PROBLEM:
Scan each line of the records for the word "column" and extract the ones that have it.

DATA FOR PROCESSING:
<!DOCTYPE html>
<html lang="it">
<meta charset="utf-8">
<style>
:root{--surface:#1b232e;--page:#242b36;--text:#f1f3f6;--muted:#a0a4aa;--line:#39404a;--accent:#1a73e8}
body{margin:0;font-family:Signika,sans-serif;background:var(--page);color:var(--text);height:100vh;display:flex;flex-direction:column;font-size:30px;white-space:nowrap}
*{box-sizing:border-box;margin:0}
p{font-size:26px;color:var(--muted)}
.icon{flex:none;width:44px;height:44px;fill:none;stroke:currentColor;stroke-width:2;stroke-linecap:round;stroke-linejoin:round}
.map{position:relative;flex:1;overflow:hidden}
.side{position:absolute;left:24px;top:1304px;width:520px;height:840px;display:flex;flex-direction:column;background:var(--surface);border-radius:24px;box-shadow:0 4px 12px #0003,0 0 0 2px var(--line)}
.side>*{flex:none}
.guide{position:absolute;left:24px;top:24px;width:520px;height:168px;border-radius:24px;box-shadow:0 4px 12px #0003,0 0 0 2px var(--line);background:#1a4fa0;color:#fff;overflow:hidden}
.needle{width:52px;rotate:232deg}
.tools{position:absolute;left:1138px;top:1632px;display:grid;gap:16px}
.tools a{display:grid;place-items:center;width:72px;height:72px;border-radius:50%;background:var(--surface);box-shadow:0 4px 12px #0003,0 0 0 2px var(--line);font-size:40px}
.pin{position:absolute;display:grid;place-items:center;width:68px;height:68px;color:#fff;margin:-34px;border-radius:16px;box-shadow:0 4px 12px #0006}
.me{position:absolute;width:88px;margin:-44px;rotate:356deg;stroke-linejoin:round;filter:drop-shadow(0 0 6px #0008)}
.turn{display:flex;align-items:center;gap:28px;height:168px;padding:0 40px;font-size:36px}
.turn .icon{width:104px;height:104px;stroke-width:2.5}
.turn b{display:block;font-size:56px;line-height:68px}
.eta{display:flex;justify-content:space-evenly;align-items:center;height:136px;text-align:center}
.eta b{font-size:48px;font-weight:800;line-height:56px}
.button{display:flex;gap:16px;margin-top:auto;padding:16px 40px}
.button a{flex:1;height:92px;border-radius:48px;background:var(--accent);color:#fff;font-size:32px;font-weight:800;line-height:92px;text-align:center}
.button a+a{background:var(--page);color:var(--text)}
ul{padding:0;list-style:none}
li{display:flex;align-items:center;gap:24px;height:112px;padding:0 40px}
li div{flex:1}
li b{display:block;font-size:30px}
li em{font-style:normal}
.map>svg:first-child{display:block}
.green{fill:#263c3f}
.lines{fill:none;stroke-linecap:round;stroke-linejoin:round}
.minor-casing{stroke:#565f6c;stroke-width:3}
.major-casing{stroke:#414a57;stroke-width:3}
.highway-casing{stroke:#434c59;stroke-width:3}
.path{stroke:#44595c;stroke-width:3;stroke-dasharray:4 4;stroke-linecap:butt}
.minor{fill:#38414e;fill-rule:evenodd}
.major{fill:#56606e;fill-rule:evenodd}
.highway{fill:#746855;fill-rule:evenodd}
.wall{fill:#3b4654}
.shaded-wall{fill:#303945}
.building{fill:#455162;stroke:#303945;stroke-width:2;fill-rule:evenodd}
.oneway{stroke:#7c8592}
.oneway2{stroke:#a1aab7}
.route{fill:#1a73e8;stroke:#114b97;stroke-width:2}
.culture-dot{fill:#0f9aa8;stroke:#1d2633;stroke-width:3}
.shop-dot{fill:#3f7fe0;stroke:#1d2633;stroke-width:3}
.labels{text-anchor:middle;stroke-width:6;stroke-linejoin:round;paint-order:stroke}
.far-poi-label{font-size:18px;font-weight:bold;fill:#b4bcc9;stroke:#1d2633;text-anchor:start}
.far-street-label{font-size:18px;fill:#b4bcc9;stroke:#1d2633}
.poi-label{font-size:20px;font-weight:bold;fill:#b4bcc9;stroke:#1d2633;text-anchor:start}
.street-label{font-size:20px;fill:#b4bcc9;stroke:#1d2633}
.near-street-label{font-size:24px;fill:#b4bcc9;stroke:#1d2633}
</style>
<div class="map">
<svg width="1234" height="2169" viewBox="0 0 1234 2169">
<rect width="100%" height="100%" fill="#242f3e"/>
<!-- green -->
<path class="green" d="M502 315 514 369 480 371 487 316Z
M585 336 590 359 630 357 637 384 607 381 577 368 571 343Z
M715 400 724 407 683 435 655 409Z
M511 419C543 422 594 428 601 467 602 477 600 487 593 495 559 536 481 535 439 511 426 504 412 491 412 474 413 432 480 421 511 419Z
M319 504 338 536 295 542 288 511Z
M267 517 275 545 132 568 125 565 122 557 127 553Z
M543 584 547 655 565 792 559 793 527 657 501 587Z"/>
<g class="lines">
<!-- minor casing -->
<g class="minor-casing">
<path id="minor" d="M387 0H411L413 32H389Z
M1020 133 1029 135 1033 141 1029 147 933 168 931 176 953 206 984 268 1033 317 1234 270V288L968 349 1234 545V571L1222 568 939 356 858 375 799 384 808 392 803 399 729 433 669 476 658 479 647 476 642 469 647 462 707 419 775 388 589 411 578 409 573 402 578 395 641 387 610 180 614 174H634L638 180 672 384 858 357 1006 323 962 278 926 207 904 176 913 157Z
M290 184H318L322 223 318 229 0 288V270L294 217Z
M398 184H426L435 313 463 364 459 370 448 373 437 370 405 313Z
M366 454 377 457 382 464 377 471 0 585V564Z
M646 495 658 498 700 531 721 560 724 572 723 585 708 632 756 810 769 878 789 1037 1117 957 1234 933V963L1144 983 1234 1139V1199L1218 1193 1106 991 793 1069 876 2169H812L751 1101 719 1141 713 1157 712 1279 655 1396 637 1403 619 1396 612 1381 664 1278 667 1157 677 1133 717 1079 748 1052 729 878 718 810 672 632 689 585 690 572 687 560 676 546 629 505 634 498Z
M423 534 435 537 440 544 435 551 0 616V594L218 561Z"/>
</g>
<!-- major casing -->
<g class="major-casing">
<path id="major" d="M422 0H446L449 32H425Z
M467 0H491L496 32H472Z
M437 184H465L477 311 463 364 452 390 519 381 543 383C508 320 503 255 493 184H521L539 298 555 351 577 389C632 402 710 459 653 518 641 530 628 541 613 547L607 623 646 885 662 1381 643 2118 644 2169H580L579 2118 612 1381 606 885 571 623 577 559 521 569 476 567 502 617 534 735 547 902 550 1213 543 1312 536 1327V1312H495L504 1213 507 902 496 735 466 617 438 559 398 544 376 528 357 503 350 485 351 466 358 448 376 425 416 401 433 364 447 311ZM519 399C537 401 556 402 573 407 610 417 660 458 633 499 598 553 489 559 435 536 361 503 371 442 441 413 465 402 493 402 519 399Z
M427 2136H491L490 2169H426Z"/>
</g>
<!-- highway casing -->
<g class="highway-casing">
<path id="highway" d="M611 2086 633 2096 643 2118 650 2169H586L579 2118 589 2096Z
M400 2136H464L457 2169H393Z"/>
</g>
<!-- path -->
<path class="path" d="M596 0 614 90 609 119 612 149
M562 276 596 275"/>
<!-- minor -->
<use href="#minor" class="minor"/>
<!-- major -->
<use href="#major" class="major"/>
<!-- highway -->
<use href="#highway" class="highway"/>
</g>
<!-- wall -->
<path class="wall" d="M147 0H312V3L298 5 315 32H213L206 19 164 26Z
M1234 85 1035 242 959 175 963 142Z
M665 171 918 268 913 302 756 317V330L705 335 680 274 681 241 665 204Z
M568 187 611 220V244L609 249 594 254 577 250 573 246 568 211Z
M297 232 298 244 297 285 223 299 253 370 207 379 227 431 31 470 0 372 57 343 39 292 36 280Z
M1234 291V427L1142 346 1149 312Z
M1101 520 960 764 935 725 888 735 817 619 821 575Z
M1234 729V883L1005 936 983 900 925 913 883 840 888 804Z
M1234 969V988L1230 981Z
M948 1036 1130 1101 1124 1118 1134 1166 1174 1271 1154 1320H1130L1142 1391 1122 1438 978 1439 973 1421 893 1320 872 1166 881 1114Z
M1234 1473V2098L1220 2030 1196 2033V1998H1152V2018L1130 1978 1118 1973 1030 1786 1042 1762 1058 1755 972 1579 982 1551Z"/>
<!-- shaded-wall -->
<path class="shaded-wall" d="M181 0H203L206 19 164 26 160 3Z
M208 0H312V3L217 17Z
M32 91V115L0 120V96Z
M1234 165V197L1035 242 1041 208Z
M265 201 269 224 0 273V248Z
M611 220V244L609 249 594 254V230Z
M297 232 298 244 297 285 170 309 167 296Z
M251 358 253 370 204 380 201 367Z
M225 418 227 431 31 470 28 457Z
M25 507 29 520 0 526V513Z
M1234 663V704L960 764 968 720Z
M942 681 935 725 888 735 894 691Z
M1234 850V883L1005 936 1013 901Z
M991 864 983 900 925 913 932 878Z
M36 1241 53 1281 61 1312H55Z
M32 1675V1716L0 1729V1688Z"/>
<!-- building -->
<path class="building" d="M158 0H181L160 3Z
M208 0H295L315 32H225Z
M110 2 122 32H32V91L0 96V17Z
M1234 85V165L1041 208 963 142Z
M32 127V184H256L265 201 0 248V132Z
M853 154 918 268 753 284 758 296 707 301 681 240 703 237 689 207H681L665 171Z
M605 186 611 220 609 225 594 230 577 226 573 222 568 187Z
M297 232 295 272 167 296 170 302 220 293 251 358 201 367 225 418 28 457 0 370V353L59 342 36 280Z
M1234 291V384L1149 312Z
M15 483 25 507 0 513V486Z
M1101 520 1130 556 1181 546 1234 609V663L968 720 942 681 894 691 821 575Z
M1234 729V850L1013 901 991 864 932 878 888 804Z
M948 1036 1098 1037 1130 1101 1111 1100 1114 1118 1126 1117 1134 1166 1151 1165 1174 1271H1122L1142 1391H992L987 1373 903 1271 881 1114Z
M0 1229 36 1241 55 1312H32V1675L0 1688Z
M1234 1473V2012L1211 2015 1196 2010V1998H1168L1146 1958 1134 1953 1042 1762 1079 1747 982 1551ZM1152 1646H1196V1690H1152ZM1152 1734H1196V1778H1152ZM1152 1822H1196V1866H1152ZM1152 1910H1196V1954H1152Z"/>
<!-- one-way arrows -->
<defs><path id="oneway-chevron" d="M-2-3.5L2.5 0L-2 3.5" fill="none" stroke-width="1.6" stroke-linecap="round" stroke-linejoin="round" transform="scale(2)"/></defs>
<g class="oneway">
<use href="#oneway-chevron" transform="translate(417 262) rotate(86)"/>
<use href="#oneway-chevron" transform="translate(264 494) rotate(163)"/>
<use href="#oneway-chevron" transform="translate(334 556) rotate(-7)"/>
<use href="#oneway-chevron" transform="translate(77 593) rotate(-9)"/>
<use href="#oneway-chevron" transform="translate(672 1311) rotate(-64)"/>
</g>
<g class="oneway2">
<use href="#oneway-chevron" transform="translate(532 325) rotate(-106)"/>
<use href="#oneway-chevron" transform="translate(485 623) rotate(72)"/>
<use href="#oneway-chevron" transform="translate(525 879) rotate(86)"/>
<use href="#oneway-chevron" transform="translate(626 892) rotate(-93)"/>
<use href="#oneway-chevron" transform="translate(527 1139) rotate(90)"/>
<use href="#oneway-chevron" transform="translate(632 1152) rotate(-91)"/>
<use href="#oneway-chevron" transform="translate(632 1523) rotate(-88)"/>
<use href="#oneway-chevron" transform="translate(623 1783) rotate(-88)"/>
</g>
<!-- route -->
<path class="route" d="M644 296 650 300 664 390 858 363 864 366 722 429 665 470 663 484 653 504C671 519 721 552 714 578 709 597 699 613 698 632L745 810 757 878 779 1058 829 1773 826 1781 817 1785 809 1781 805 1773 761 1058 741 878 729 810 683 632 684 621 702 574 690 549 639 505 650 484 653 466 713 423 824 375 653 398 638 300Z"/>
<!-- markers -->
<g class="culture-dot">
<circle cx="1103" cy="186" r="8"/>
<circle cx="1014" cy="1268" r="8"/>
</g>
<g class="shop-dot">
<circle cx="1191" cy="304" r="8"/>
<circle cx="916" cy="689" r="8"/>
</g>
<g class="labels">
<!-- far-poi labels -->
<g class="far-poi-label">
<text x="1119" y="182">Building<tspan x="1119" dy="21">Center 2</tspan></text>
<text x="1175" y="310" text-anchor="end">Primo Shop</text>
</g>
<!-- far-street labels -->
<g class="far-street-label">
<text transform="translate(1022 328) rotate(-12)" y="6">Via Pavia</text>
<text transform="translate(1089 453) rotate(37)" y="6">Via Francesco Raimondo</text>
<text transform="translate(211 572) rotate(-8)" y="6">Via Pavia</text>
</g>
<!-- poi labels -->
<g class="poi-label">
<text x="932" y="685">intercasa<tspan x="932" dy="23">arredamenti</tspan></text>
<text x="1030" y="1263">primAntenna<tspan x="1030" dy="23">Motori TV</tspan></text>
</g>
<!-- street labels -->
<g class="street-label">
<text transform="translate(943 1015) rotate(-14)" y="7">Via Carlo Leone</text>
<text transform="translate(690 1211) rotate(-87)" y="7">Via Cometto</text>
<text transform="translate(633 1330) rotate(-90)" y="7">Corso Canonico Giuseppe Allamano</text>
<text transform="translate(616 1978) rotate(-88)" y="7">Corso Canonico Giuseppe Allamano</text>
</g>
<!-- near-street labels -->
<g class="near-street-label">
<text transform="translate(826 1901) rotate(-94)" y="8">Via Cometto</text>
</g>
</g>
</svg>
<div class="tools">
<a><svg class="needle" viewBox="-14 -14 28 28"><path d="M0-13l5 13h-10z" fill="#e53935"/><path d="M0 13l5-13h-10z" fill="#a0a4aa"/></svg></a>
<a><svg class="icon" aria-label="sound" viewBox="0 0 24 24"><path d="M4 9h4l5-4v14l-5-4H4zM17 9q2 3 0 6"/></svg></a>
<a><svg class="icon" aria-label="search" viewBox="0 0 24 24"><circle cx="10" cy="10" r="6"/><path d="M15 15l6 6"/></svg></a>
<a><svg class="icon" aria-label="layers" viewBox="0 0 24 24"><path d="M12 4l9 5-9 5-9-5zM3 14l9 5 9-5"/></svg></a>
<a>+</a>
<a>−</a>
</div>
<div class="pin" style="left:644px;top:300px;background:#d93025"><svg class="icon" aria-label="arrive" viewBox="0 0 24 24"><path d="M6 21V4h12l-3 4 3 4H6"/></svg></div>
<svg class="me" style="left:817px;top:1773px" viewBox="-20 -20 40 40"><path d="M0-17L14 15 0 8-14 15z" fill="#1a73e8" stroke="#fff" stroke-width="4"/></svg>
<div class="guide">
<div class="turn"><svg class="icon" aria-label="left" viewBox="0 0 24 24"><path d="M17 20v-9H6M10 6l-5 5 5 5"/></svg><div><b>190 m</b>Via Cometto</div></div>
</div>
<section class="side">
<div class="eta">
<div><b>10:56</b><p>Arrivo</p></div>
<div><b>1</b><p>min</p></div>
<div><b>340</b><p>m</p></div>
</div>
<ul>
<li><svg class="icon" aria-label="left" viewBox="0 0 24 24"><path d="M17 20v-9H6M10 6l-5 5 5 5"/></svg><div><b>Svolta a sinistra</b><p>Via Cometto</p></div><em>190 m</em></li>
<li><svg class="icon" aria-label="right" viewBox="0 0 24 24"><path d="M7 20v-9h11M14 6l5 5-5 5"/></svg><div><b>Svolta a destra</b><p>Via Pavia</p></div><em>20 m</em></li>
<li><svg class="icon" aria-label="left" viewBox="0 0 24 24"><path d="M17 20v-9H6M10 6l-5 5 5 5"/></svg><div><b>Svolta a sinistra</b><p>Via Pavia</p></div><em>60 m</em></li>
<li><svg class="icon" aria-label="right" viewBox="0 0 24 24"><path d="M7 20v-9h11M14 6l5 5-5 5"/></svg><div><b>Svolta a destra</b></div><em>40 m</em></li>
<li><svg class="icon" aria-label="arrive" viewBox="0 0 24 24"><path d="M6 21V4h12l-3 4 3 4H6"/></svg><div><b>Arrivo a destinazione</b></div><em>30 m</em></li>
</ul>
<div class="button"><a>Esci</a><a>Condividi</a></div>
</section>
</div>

TASK RESULT:
body{margin:0;font-family:Signika,sans-serif;background:var(--page);color:var(--text);height:100vh;display:flex;flex-direction:column;font-size:30px;white-space:nowrap}
.side{position:absolute;left:24px;top:1304px;width:520px;height:840px;display:flex;flex-direction:column;background:var(--surface);border-radius:24px;box-shadow:0 4px 12px #0003,0 0 0 2px var(--line)}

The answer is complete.